Diversifying Cambodia’s Economy, Easier Said than Done
September 15, 2010
With an average annual growth reaching nearly double digits in the decade leading up to the recent global financial and economic crisis, Cambodia’s economy has performed well. Many national and international economists and organizations, including the World Bank, predict that the country is on its way to a faster recovery than initially expected, and could even hope for a 4-percent growth rate in 2010.
Are such statistics signs of a wealthy, sustainable economy? Yes and no. It’s true that some of Cambodia’s key sectors have been developing rapidly over the last decade, and have proven resilient, even after the crisis. However, Cambodia’s economy remains dangerously dependent on a narrow range of sectors, including rice-based agriculture, garments, tourism, and construction. The recent economic crisis has proven how vulnerable such a narrow economic base can be, and demonstrated, more acutely than ever, the necessity for diversification. It proved that the less diversified the economy, the more vulnerable it is in the context of an international slowdown.
In terms of agriculture, rice remains by far Cambodia’s leading crop. Some new industrial crops (like rubber and cassava) have emerged, and secondary crops (pepper, palm sugar, cashew nuts) offer interesting prospects, but the vast majority of farmers still depend almost solely on rice production. Cambodia’s limited agricultural sector is certainly one of the biggest obstacles it faces in addressing poverty alleviation and food security. Moreover, the lack of a developed agro-industry has been depriving the country from more added-valued activities and restricted the capacity of the country to fully benefit from the work of its farmers.
Cambodia’s garment sector has experienced steady growth, and now represents about 75 percent of the country’s exports. It is also a major industrial employer, especially for women. Yet, this sector is particularly sensitive to international demand – and thus economic downturn. Competition is fierce and prices are constantly driven down. The garment industry was hard hit by falling demand from the U.S. and the EU during the crisis and is still struggling to recover.

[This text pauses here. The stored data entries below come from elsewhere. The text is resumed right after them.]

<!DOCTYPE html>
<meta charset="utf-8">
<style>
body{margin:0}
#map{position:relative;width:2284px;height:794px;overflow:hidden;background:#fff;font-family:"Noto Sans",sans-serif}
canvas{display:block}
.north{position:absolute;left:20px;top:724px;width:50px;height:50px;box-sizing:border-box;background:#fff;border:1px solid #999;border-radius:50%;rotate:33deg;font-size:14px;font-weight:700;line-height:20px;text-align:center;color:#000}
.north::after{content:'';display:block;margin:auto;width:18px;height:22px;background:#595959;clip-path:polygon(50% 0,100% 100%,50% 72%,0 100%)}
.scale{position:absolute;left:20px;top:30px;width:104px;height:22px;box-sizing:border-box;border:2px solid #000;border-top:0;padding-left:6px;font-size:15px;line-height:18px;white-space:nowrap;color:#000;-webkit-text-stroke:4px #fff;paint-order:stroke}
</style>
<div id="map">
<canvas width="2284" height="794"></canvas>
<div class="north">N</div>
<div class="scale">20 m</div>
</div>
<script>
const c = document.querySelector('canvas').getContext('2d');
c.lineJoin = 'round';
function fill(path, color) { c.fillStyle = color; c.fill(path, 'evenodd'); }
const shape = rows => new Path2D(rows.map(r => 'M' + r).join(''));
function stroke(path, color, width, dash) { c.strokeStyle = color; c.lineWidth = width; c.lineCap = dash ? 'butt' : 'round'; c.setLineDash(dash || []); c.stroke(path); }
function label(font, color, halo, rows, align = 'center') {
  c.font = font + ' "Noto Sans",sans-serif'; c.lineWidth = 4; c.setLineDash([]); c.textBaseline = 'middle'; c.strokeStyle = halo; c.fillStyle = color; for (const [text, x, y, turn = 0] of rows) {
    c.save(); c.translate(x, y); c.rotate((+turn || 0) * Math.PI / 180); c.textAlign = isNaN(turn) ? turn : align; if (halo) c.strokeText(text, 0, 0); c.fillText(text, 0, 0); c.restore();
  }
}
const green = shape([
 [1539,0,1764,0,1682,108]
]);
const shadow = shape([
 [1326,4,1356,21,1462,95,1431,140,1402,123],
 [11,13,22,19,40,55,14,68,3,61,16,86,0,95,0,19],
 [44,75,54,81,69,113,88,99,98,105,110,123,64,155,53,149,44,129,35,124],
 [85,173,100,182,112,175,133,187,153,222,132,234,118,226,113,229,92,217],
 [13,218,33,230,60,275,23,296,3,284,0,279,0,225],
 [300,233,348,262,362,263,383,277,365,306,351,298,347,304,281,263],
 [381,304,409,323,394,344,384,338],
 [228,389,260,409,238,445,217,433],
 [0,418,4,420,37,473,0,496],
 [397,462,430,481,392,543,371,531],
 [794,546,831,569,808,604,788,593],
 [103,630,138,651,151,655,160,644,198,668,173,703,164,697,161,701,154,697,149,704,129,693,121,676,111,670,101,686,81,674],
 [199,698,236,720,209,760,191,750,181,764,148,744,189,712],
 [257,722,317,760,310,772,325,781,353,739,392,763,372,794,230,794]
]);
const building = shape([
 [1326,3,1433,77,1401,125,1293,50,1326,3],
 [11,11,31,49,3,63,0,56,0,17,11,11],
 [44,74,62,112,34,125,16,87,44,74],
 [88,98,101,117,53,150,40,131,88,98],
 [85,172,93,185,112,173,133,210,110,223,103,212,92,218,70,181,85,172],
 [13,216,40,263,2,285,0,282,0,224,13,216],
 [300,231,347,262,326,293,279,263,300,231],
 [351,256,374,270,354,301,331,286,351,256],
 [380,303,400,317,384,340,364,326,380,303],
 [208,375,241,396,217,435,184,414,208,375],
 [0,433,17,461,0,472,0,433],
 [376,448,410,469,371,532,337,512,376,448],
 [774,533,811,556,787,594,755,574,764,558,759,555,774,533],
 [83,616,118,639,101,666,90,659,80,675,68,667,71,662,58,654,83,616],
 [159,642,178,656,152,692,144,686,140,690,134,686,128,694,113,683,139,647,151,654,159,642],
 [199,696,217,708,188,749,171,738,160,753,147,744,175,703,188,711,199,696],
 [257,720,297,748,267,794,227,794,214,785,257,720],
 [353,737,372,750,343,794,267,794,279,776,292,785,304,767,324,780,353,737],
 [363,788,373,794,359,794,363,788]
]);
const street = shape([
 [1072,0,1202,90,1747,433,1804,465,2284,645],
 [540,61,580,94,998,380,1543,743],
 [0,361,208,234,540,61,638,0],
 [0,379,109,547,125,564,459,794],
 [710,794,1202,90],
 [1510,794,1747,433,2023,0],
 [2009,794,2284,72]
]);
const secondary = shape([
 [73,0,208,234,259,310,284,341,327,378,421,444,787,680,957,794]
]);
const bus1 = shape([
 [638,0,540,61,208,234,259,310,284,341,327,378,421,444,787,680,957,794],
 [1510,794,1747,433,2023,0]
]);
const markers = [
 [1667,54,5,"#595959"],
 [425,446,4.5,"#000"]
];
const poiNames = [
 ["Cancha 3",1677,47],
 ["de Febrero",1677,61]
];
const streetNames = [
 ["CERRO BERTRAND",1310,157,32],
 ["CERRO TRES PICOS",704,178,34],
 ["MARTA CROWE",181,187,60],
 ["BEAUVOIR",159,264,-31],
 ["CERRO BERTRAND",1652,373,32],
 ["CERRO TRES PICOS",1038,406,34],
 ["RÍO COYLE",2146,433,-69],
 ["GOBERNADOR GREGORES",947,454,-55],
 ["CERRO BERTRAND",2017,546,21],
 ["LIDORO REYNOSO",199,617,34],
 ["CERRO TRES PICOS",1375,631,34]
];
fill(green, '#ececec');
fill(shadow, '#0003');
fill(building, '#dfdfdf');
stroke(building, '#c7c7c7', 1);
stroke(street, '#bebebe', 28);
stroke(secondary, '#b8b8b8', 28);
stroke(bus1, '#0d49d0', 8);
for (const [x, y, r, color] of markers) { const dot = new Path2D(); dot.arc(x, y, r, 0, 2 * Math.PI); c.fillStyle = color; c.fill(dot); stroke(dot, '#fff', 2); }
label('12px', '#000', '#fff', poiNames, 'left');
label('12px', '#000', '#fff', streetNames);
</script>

Much like its neighbors, Cambodia’s tourism sector was badly affected by a sizeable drop in visitor spending. In Cambodia, when the garment and tourism sectors suffer, many other areas are also put at risk, such as increased unemployment and reduced remittances to families.
In addition, investment that does exist in Cambodia is highly concentrated in a few geographic areas: the capital city of Phnom Penh, the world-famous temple city of Siem Reap, the harbor town of Sihanoukville, and a few small areas along the borders of Thailand and Vietnam.
For years, experts, researchers, government officials, and the business community have pointed to lack of diversification as the “Achilles heel” of Cambodia’s economy. There is no doubt that to sustain rapid economic growth, to provide jobs for its young population (700 young people enter the labor force everyday), and, above all, to alleviate poverty (nearly 70 percent of its population lives on less than $2 a day), Cambodia needs to diversify. Participants at this year’s annual Cambodia Outlook Conference, organized by the Cambodia Development Research Institute, declared diversification the major factor that will enable Cambodia to enjoy sustainable growth and reduce poverty.
But the road to diversification is not an easy one.
To ensure sectoral and geographical diversification, Cambodia needs to increase its competitiveness in the region, capture higher added-value, and acquire new know-how and technology. This implies important commitments not only in terms of infrastructure, human resources, natural resource management, investments, and financial services, but also for new structural reforms to improve Cambodia’s business environment. This would help boost the perception from national and international investors that Cambodia is competitive and reliable compared to its neighboring countries.
The search for diversification should also take into account the economic potential of micro, small, and medium-sized enterprises across the country. In fact, according to the recent Provincial Business Environment Scorecard (PBES) conducted by the International Finance Corporation and The Asia Foundation, which ranks all 24 provinces on the quality of economic governance, the most striking finding from the listing of almost 64,000 businesses across Cambodia is the small size of most firms. For 69 percent of businesses, the only employee is the owner, while 90.4 percent of enterprises in the listing have fewer than four employees, and 96 percent have fewer than 10. These enterprises, along with the farmers, are the true engines of economic growth, and should be included in any diversification strategy if Cambodia wants to enjoy sustainable and broad-based development, including better food security and decreased poverty.
Cambodia has the capacity, resources, and hard-working population needed to diversify and grow; but it now faces the challenge of creating a business environment that will support the private sector enough to make this quest for diversification a reality.